=== DATA FOR PROCESSING ===

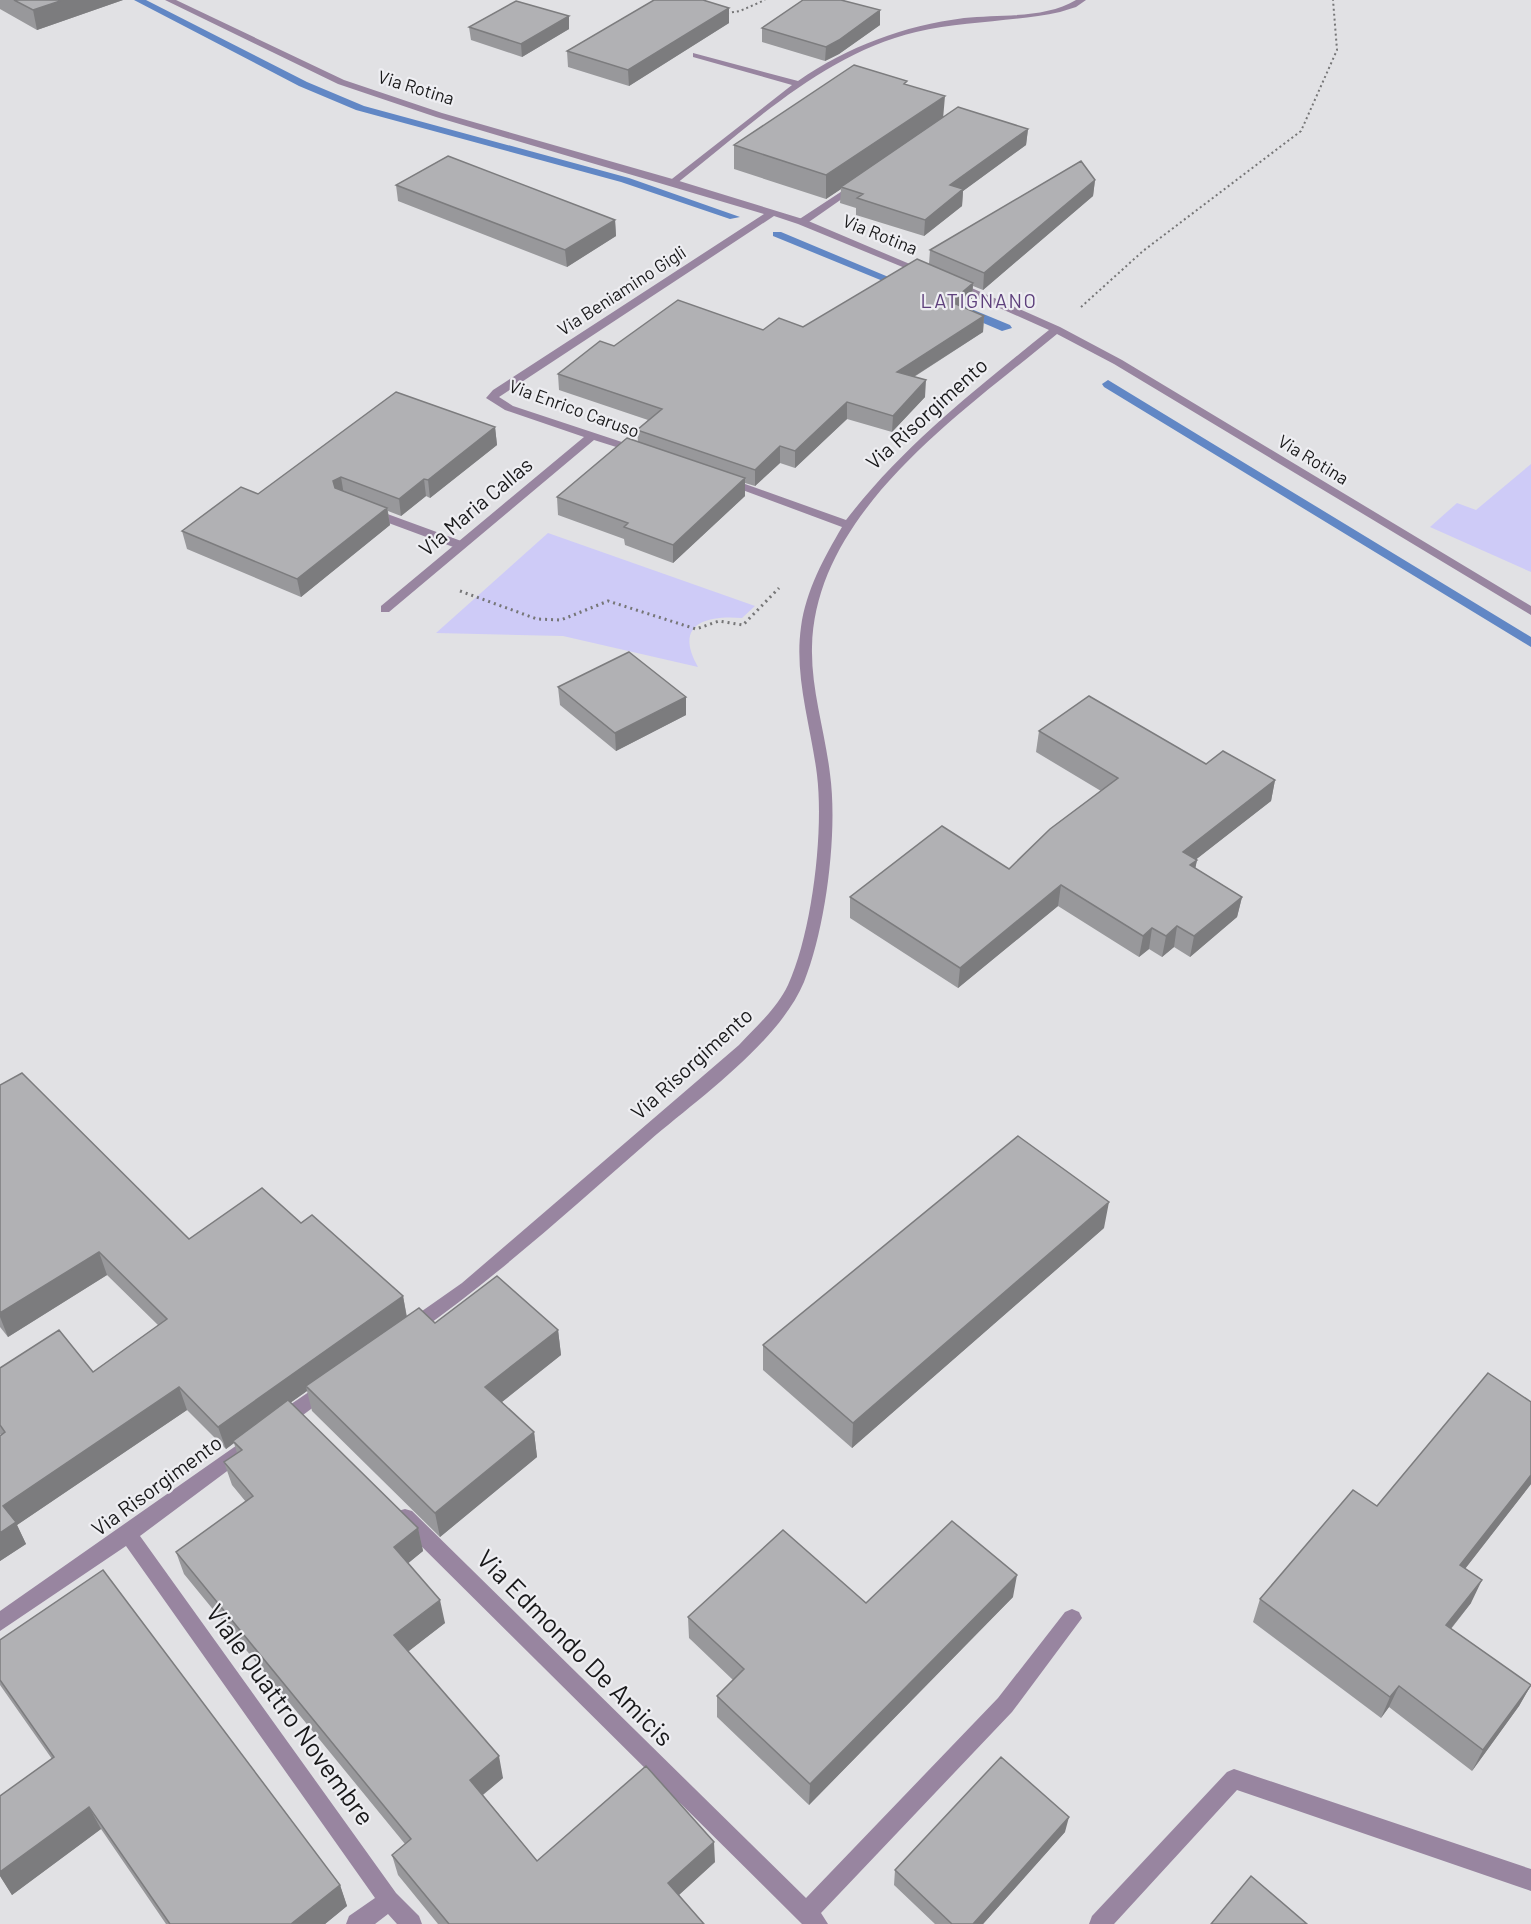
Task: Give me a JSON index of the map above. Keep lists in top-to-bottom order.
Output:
{
  "streets": {
    "street": [
      "Via Rotina",
      "Via Beniamino Gigli",
      "Via Enrico Caruso",
      "Via Risorgimento",
      "Via Maria Callas",
      "Via Edmondo De Amicis",
      "Viale Quattro Novembre"
    ]
  },
  "crossings": [
    ["Via Rotina", "Via Beniamino Gigli"],
    ["Via Rotina", "Via Risorgimento"],
    ["Via Beniamino Gigli", "Via Enrico Caruso"],
    ["Via Enrico Caruso", "Via Maria Callas"],
    ["Via Risorgimento", "Viale Quattro Novembre"]
  ],
  "districts": ["LATIGNANO"]
}
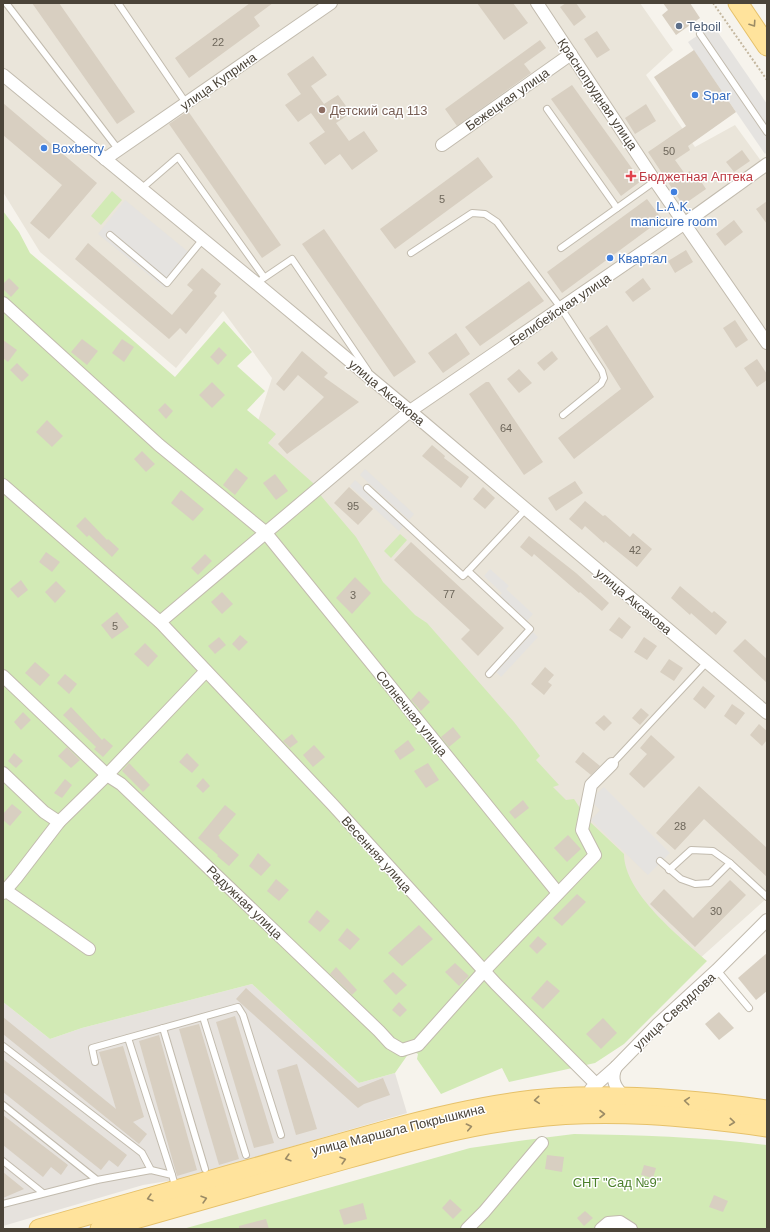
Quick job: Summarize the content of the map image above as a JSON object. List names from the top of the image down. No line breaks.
{"streets":{"main road":["улица Маршала Покрышкина"],"street":["улица Куприна","Краснопрудная улица","Бежецкая улица","Белибейская улица","улица Аксакова","Солнечная улица","Весенняя улица","Радужная улица","улица Свердлова"]},"crossings":[["улица Куприна","улица Аксакова"],["Краснопрудная улица","Бежецкая улица"],["Краснопрудная улица","Белибейская улица"],["Белибейская улица","улица Аксакова"],["Белибейская улица","Солнечная улица"],["Белибейская улица","Весенняя улица"],["Солнечная улица","Радужная улица"],["Весенняя улица","Радужная улица"],["Весенняя улица","улица Свердлова"],["улица Свердлова","улица Маршала Покрышкина"]],"parks":["СНТ \"Сад №9\""],"places":{"other":["Teboil","Spar","Детский сад 113","Boxberry","L.A.K. manicure room","Квартал"],"health":["Бюджетная Аптека"]},"house_numbers":["22","50","5","64","95","42","77","3","5","28","30"]}
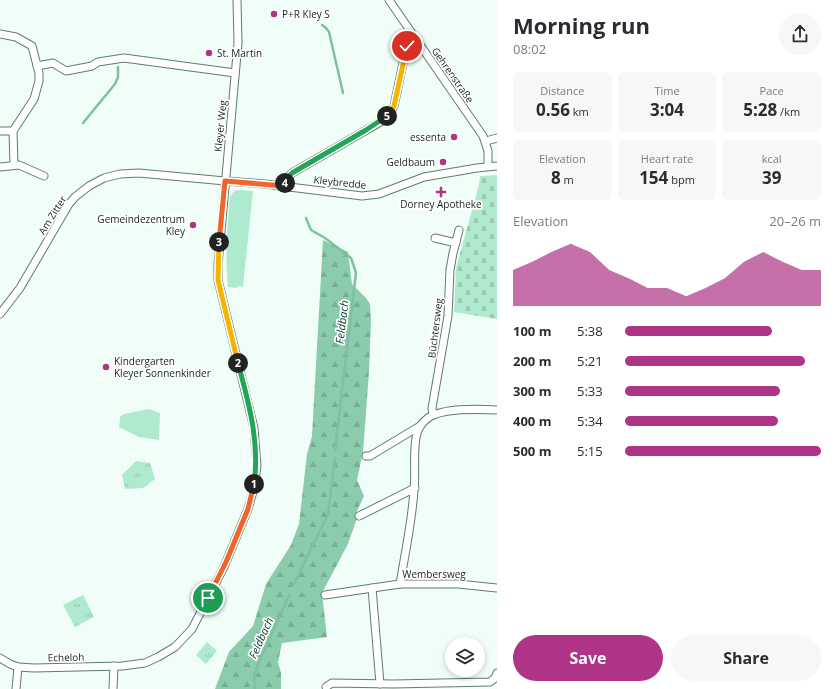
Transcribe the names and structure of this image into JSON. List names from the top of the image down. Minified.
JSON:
{"streets":{"street":["Gehrenstraße","Kleyer Weg","Kleybredde","Am Zitter","Büchtersweg","Wembersweg","Echeloh"]},"crossings":[["Gehrenstraße","Kleybredde"],["Kleyer Weg","Kleybredde"],["Kleyer Weg","Am Zitter"],["Kleyer Weg","Echeloh"],["Kleybredde","Am Zitter"],["Kleybredde","Echeloh"],["Am Zitter","Echeloh"]],"water":["Feldbach"],"places":{"other":["P+R Kley S","St. Martin","essenta","Geldbaum","Gemeindezentrum Kley","Kindergarten Kleyer Sonnenkinder"],"health":["Dorney Apotheke"]},"page":{"heading":["Morning run","08:02"],"stats":[["Distance","0.56 km"],["Time","3:04"],["Pace","5:28 /km"],["Elevation","8 m"],["Heart rate","154 bpm"],["kcal","39"]],"pins":["5","4","3","2","1"],"chart":["Elevation","20–26 m"],"list":[{"name":"100 m","note":"5:38"},{"name":"200 m","note":"5:21"},{"name":"300 m","note":"5:33"},{"name":"400 m","note":"5:34"},{"name":"500 m","note":"5:15"}],"buttons":["Save","Share"]}}
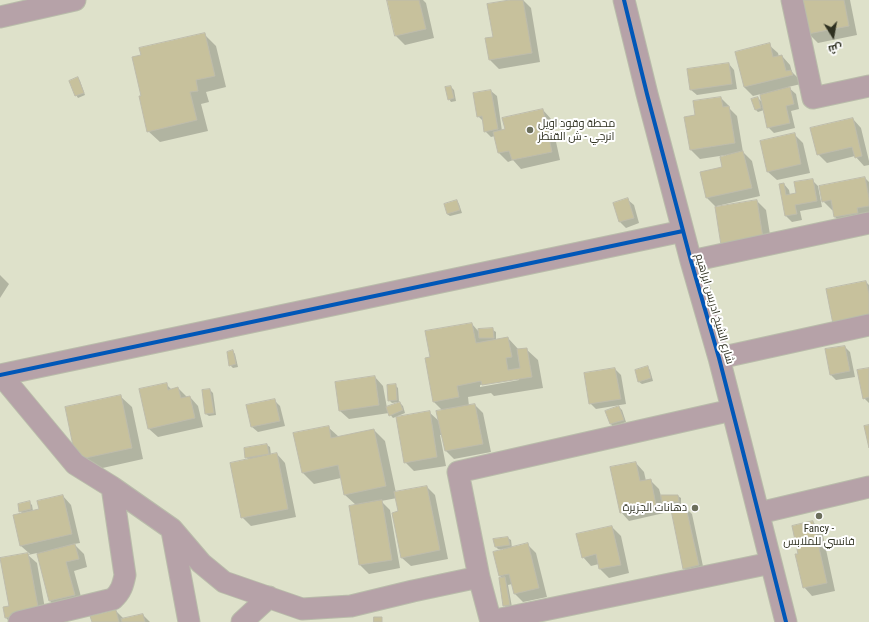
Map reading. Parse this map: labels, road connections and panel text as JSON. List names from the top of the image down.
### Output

===

The complete listing must be transcribed verbatim, and all pictures are to be omitted.

Task: Give me a JSON index of the map above. Keep lists in top-to-bottom order.
Output:
{
  "streets": {
    "street": [
      "Via Rotina",
      "Via Beniamino Gigli",
      "Via Enrico Caruso",
      "Via Risorgimento",
      "Via Maria Callas",
      "Via Edmondo De Amicis",
      "Viale Quattro Novembre"
    ]
  },
  "crossings": [
    ["Via Rotina", "Via Beniamino Gigli"],
    ["Via Rotina", "Via Risorgimento"],
    ["Via Beniamino Gigli", "Via Enrico Caruso"],
    ["Via Enrico Caruso", "Via Maria Callas"],
    ["Via Risorgimento", "Viale Quattro Novembre"]
  ],
  "districts": ["LATIGNANO"]
}
Quick job: Summarize the content of the map image above as a JSON object. List names from the top of the image down. No line breaks.
{"streets":{"main road":["улица Маршала Покрышкина"],"street":["улица Куприна","Краснопрудная улица","Бежецкая улица","Белибейская улица","улица Аксакова","Солнечная улица","Весенняя улица","Радужная улица","улица Свердлова"]},"crossings":[["улица Куприна","улица Аксакова"],["Краснопрудная улица","Бежецкая улица"],["Краснопрудная улица","Белибейская улица"],["Белибейская улица","улица Аксакова"],["Белибейская улица","Солнечная улица"],["Белибейская улица","Весенняя улица"],["Солнечная улица","Радужная улица"],["Весенняя улица","Радужная улица"],["Весенняя улица","улица Свердлова"],["улица Свердлова","улица Маршала Покрышкина"]],"parks":["СНТ \"Сад №9\""],"places":{"other":["Teboil","Spar","Детский сад 113","Boxberry","L.A.K. manicure room","Квартал"],"health":["Бюджетная Аптека"]},"house_numbers":["22","50","5","64","95","42","77","3","5","28","30"]}
Transcribe the names and structure of this image into JSON. List names from the top of the image down. Minified.
JSON:
{"streets":{"street":["Gehrenstraße","Kleyer Weg","Kleybredde","Am Zitter","Büchtersweg","Wembersweg","Echeloh"]},"crossings":[["Gehrenstraße","Kleybredde"],["Kleyer Weg","Kleybredde"],["Kleyer Weg","Am Zitter"],["Kleyer Weg","Echeloh"],["Kleybredde","Am Zitter"],["Kleybredde","Echeloh"],["Am Zitter","Echeloh"]],"water":["Feldbach"],"places":{"other":["P+R Kley S","St. Martin","essenta","Geldbaum","Gemeindezentrum Kley","Kindergarten Kleyer Sonnenkinder"],"health":["Dorney Apotheke"]},"page":{"heading":["Morning run","08:02"],"stats":[["Distance","0.56 km"],["Time","3:04"],["Pace","5:28 /km"],["Elevation","8 m"],["Heart rate","154 bpm"],["kcal","39"]],"pins":["5","4","3","2","1"],"chart":["Elevation","20–26 m"],"list":[{"name":"100 m","note":"5:38"},{"name":"200 m","note":"5:21"},{"name":"300 m","note":"5:33"},{"name":"400 m","note":"5:34"},{"name":"500 m","note":"5:15"}],"buttons":["Save","Share"]}}
Map reading. Parse this map: labels, road connections and panel text as JSON. List names from the top of the image down.
### Output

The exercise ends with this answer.